Quarterly Perspectives - J.P. Morgan Asset Management

Quarterly Perspectives



The length and strength of expansions

Theme overview

U.S. Economy: shifting from summer to fall

Long summers and short winters

  • Recent data suggest the growth momentum seen in the second and third quarters of 2018 may fade into the end of the year. This should slow year-over-year growth in the U.S. to a still solid 2.5% pace in the first half of 2019.
  • However, we are likely transitioning from a particularly hot summer to a more temperate autumn. Economic growth is expected to moderate to a 2% pace in 2019.
  • Current late-cycle characteristics: a lack of demand due to low unemployment, rising wages, higher interest rates and firming inflation do make the economy more vulnerable to a recession. However, we do not believe winter is on the horizon.

Theme overview

Fixed income: Flexibility in a rising rate environment

The Fed will continue to normalize monetary policy

  • The Federal Reserve (Fed) should continue to tighten monetary policy in the first half of 2019.
  • Policy normalization will be achieved through two mechanisms: balance sheet reduction and interest rate hikes. Together, these mechanisms make for an unprecedented environment for fixed income investors.
  • As U.S. monetary policy continues to tighten, bond prices should fall further, pushing yields higher, and making fixed income investing even more challenging. Moving forward, flexibility in fixed income portfolios is critical to success.

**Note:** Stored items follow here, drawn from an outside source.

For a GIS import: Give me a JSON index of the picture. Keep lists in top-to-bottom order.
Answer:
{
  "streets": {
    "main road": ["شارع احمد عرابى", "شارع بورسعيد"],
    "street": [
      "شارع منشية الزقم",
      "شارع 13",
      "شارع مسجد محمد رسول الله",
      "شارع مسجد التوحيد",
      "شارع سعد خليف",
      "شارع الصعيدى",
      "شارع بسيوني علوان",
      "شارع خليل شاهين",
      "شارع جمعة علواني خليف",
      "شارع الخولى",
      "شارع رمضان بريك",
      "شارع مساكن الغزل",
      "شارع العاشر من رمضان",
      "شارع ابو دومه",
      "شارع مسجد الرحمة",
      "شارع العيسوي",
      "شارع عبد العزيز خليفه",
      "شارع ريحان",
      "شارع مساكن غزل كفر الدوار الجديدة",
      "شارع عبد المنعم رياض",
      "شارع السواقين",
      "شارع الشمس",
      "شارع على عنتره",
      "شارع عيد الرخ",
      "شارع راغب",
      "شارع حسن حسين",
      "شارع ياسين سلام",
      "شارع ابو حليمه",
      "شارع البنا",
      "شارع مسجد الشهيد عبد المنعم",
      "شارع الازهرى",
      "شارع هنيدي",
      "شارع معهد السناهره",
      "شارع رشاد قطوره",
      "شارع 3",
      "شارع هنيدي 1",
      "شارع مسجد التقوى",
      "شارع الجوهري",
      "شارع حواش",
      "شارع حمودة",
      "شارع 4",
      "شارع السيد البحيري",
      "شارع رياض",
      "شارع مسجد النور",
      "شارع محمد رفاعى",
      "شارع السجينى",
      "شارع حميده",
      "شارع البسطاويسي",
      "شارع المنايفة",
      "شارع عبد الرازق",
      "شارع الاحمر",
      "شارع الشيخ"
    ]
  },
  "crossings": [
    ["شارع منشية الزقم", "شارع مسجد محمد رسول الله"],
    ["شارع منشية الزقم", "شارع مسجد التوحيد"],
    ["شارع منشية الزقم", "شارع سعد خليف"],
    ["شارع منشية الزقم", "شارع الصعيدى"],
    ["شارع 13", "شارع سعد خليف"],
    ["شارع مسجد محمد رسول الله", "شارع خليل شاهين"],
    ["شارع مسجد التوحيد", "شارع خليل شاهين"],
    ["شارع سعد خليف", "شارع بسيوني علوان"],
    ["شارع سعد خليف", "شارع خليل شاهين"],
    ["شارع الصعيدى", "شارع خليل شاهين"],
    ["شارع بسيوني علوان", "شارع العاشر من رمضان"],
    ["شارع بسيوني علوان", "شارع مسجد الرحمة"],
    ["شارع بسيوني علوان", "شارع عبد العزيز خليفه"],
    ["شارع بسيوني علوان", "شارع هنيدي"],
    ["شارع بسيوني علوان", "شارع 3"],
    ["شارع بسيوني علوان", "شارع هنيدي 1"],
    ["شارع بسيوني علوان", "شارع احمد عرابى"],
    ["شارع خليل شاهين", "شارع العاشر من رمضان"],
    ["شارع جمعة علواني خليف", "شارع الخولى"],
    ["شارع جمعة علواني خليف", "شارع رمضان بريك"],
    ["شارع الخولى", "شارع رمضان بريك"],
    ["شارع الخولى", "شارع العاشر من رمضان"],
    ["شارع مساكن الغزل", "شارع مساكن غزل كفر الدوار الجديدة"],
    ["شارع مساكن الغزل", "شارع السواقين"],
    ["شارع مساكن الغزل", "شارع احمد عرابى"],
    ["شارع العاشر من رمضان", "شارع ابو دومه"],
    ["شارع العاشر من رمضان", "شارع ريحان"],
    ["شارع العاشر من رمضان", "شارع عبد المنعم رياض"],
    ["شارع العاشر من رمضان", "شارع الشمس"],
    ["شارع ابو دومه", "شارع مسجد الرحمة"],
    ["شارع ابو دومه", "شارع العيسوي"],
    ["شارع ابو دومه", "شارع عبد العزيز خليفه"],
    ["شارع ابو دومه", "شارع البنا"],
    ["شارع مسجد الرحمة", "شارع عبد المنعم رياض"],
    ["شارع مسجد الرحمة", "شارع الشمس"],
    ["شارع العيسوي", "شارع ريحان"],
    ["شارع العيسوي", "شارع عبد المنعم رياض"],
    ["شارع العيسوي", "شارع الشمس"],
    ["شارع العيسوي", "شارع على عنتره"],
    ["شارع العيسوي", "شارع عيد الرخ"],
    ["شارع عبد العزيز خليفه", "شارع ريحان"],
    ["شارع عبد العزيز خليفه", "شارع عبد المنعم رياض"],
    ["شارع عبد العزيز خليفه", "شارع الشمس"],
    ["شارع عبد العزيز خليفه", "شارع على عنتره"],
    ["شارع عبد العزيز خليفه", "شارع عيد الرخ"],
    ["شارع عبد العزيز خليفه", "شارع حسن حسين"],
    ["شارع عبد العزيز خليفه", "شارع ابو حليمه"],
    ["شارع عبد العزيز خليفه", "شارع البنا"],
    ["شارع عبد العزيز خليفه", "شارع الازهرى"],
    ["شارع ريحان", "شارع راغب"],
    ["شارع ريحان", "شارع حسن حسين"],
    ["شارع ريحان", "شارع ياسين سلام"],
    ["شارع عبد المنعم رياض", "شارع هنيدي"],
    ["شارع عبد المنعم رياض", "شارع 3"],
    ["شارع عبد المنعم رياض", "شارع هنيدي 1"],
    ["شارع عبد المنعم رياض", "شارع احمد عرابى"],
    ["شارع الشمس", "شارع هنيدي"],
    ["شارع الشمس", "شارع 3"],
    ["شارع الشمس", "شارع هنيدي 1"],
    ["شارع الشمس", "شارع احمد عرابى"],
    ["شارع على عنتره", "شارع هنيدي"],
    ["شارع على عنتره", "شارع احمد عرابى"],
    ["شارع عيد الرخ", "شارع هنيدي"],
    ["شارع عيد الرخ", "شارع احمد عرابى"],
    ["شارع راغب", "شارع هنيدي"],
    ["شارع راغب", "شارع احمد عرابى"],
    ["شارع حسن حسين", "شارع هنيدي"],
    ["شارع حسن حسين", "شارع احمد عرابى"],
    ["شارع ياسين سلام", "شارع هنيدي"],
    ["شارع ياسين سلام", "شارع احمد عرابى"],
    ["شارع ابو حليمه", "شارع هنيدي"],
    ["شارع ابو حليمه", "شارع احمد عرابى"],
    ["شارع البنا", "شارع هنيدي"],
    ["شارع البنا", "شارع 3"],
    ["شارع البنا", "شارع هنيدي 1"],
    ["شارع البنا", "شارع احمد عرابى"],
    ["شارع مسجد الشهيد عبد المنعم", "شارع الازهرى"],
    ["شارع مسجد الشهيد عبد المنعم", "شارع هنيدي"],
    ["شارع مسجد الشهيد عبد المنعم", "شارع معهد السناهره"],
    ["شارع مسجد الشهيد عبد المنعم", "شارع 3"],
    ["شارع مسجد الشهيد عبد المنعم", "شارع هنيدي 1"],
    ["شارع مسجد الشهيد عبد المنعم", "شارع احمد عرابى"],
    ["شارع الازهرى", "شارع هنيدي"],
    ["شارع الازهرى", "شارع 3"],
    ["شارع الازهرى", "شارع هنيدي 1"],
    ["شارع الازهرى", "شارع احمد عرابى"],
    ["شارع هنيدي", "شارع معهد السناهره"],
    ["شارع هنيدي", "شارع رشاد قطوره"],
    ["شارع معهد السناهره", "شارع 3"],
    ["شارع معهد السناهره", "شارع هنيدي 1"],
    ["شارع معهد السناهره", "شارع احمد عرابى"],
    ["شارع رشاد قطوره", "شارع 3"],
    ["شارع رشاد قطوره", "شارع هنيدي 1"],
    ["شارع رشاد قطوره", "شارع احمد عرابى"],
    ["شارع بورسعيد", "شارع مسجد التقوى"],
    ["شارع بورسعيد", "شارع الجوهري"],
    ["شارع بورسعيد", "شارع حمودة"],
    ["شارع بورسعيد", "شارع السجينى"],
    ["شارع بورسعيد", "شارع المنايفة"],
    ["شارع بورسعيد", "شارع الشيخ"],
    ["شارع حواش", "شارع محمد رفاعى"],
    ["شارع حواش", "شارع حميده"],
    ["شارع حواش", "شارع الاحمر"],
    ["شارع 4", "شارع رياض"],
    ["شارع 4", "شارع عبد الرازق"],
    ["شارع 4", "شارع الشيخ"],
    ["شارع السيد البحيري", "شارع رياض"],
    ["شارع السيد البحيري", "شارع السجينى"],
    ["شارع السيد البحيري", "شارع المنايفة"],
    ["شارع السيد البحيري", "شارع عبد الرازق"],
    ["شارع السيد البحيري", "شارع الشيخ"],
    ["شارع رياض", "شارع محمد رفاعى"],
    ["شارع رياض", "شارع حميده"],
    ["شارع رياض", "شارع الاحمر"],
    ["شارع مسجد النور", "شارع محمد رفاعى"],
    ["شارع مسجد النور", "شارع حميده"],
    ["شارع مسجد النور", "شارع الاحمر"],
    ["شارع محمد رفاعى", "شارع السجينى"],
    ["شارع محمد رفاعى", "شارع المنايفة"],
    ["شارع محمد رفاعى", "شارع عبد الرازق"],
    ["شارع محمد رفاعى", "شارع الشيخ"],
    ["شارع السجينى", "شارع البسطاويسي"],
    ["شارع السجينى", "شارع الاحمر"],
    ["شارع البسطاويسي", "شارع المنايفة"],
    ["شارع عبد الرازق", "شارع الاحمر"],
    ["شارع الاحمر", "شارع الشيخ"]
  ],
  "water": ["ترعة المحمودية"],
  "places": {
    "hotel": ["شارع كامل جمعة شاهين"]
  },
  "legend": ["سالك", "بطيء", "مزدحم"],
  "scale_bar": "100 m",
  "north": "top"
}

The Fed and interest rates

Returns and valuations by style

Theme overview

U.S. equities: Preparing for a post-tax reform world

Profit growth will slow, but not stop, in 2019

  • The strong U.S. economic and profit growth seen in 2018 will slow in 2019 due to mild fiscal drag and the fading impact of tax reform.
  • As earnings growth returns to more normal levels, a stronger U.S. dollar, unresolved trade tensions and margin pressures all represent downside risks.
  • 2019 will likely be another volatile year for equity markets; as a result, investors should look to dampen volatility by striking a more balanced total return profile between equity income and capital appreciation.

Theme overview

International equities: Will sentiment turn in 2019?

2018: A year to forget

  • In 2017, international equities outperformed U.S. equities and investors had high expectations for global assets to continue their momentum into the next year.
  • However, investors were left disappointed in 2018 with most regions outside of the U.S. delivering negative returns. These were a result of a lack of confidence from investors due to a number of global concerns.
  • Despite negative sentiment, international equities still present solid fundamentals. Overall, we believe there are still structural and cyclical reasons why international equities deserve a place in a portfolio.